(Materials provided)
------------------------------------------------

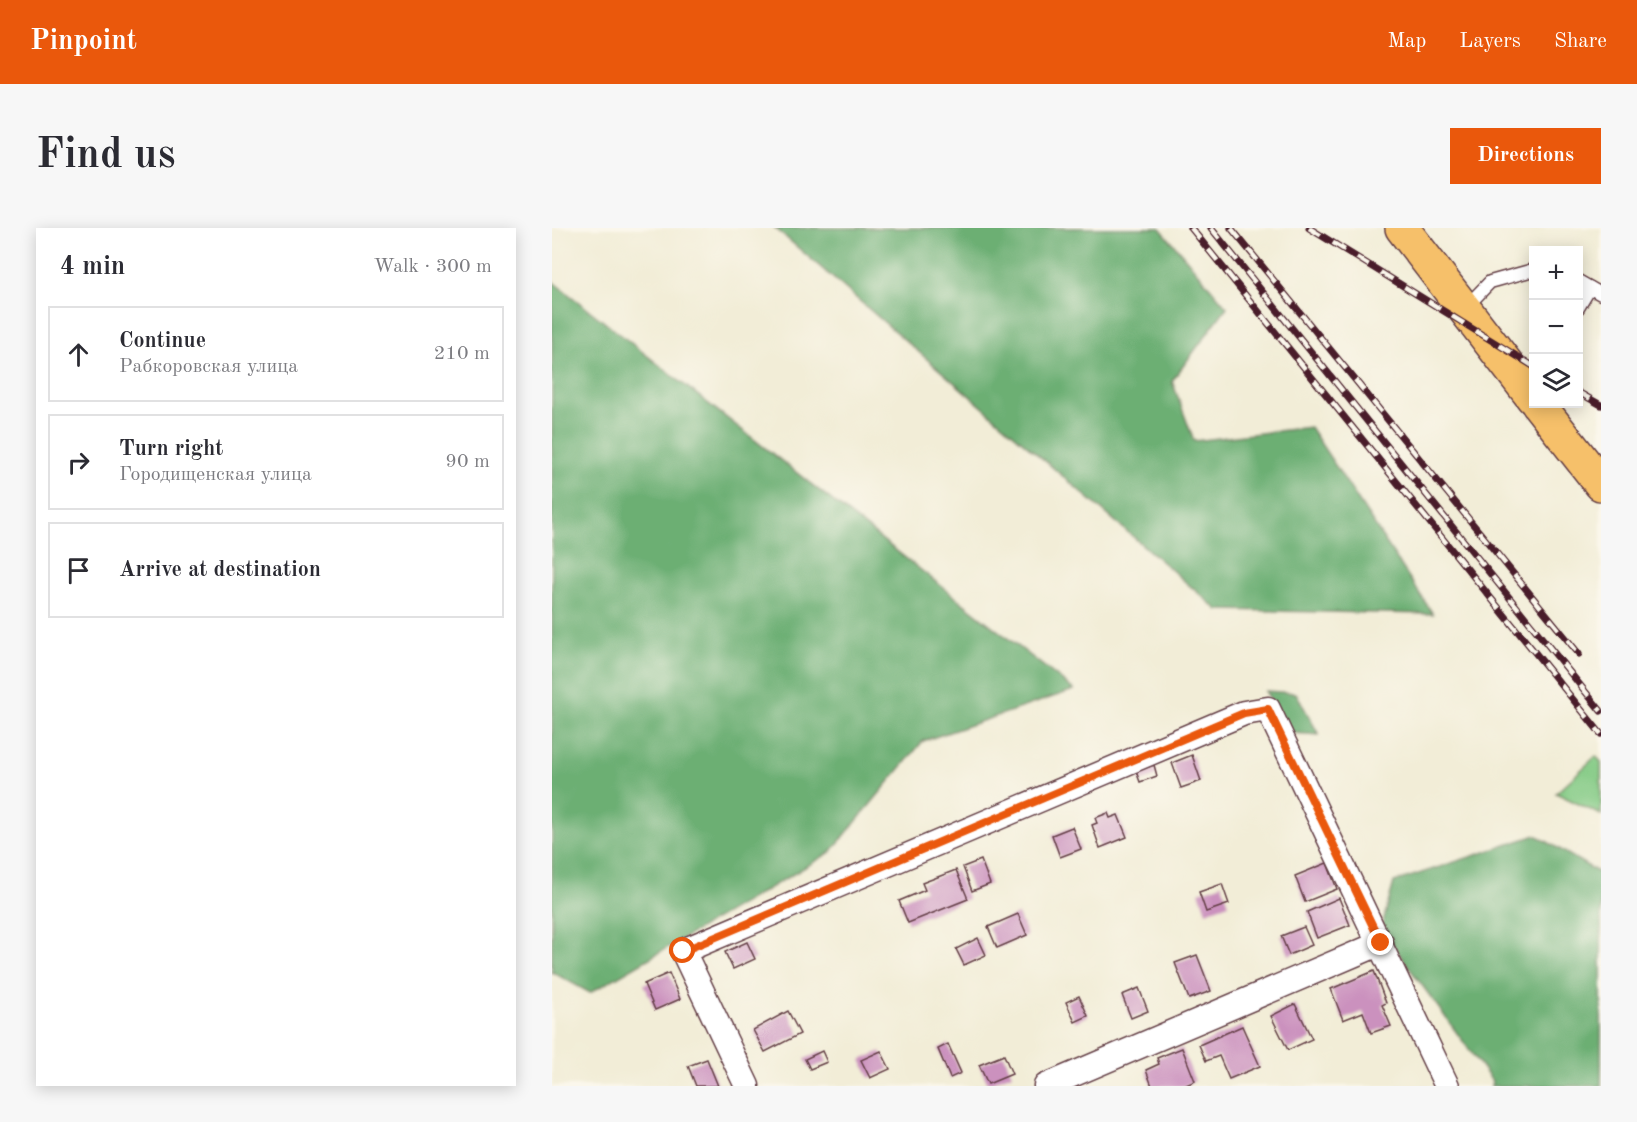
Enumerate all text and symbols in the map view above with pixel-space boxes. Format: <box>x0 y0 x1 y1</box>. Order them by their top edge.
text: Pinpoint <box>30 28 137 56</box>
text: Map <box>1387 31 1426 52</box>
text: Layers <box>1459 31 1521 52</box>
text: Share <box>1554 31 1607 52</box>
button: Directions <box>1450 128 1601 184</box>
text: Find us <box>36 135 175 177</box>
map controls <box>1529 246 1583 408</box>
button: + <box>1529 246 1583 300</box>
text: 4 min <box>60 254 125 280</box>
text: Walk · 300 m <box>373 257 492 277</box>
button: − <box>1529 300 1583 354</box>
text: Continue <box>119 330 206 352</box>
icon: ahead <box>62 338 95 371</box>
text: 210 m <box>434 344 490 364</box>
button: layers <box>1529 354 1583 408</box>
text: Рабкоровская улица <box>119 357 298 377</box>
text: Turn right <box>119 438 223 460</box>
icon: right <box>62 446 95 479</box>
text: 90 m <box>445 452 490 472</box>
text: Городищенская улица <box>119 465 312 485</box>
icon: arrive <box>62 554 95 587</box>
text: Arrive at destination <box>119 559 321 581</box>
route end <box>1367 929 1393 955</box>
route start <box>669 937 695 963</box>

------------------------------------------------

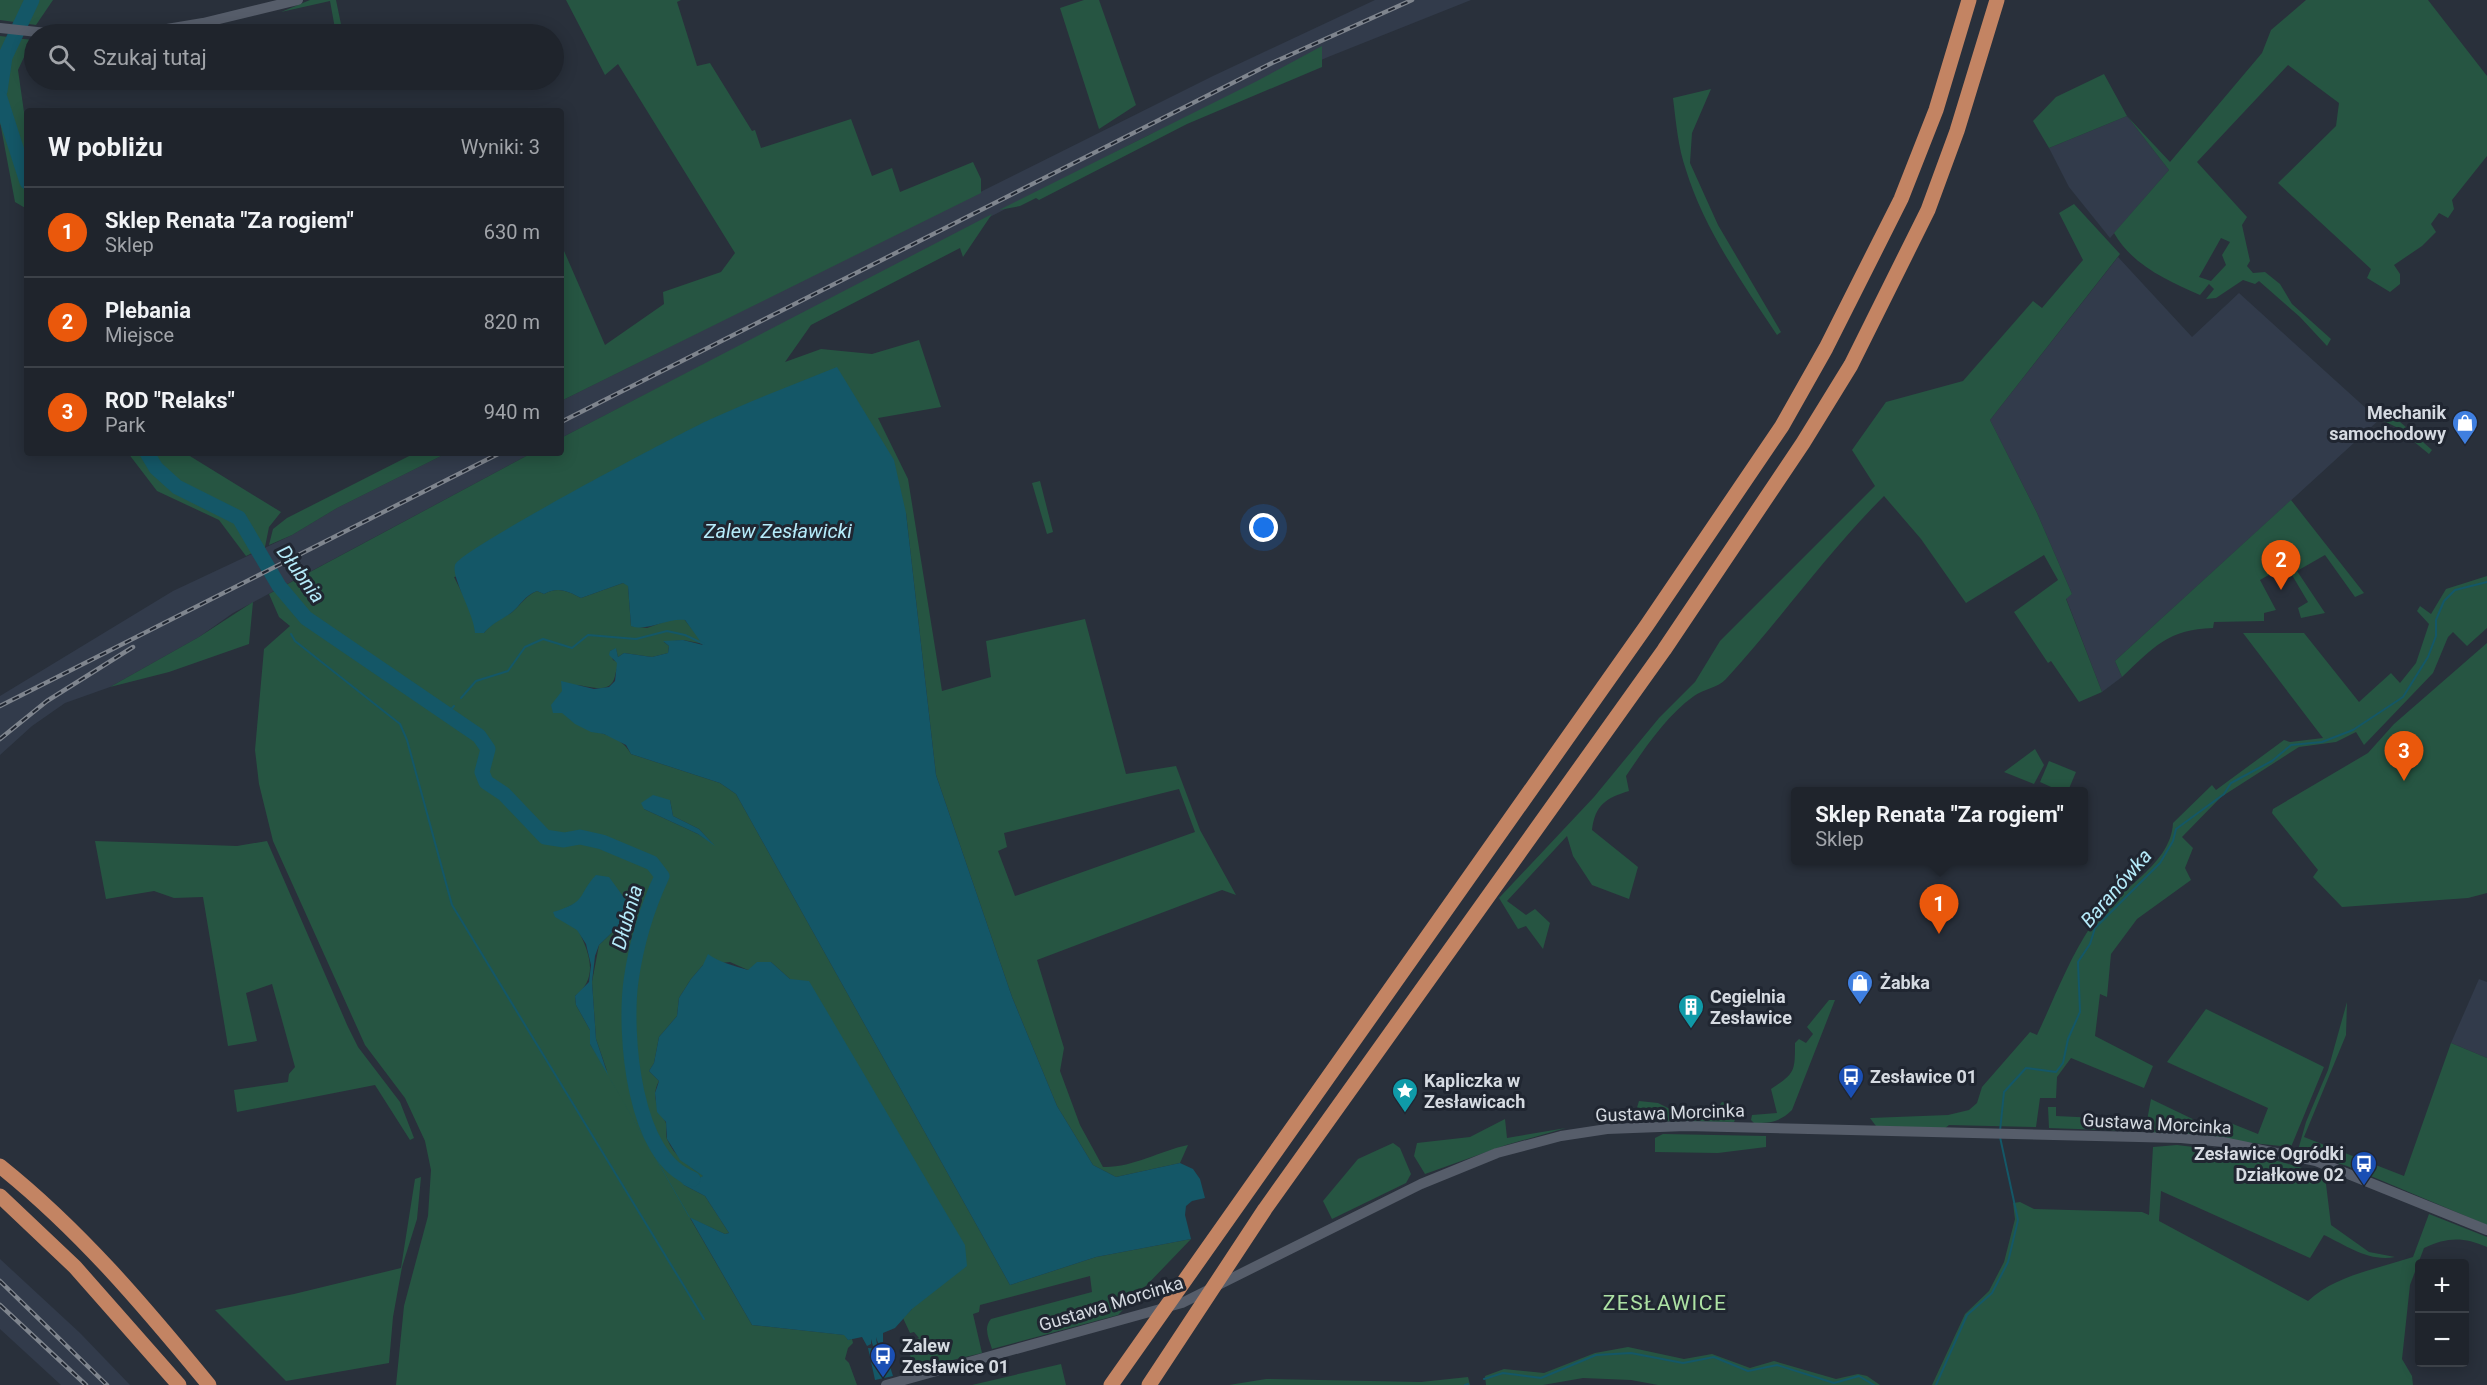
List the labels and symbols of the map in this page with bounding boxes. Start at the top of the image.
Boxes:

------------------------------------------------

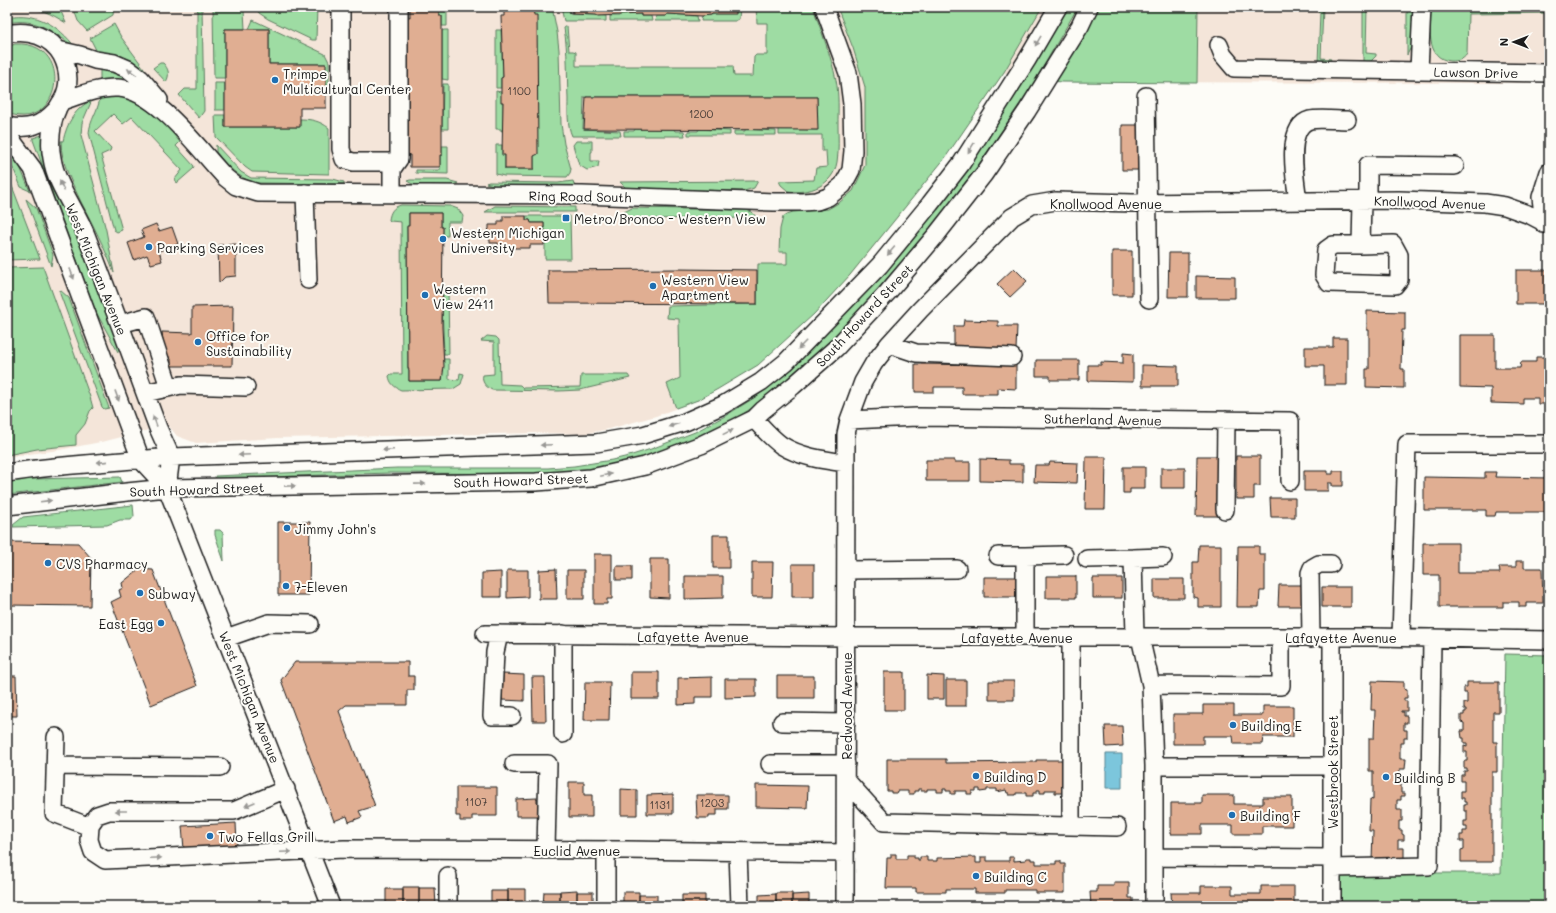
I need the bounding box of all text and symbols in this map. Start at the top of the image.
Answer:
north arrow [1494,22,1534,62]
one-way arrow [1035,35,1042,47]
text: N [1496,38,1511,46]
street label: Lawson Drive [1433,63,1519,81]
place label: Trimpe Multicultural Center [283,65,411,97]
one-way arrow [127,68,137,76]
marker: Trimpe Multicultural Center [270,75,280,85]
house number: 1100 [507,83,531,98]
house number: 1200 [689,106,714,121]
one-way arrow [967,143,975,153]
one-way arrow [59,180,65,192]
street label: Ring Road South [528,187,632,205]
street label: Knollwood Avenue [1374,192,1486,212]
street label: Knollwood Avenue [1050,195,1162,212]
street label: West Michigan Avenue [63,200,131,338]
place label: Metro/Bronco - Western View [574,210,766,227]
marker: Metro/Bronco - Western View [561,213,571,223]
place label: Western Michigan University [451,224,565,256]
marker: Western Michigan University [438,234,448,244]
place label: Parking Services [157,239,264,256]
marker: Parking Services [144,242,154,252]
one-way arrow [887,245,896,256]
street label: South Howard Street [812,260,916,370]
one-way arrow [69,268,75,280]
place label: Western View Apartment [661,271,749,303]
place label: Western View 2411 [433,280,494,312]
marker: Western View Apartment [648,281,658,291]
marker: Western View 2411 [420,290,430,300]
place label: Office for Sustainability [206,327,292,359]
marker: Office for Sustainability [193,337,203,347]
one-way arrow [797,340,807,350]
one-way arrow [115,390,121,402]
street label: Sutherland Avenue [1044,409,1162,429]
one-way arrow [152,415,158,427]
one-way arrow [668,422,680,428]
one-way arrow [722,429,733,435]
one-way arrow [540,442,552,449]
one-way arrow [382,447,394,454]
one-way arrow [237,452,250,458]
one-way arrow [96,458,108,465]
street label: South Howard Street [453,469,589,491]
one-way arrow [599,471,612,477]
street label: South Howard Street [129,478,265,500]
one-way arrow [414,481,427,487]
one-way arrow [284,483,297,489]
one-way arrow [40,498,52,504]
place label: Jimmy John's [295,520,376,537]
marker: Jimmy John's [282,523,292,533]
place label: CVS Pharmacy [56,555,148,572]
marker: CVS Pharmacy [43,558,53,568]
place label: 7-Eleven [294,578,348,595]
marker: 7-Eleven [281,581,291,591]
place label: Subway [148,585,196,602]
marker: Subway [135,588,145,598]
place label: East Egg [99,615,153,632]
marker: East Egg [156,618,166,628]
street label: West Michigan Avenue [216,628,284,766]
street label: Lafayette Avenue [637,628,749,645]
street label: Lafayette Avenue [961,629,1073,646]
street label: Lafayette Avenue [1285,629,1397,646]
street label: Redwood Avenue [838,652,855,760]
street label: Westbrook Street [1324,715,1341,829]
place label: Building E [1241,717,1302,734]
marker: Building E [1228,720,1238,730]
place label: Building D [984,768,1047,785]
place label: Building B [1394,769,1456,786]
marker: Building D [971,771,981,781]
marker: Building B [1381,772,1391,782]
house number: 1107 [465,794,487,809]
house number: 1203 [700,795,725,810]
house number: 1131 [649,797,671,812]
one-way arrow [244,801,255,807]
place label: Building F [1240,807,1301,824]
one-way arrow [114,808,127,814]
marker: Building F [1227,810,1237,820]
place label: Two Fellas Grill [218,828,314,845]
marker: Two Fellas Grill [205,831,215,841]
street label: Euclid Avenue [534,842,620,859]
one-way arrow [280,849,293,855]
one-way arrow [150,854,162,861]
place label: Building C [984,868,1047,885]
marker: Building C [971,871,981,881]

------------------------------------------------

(Task goal)
Determine how many lines in the preceding records include the word "this". The answer is that number alone.

(Answer section)
2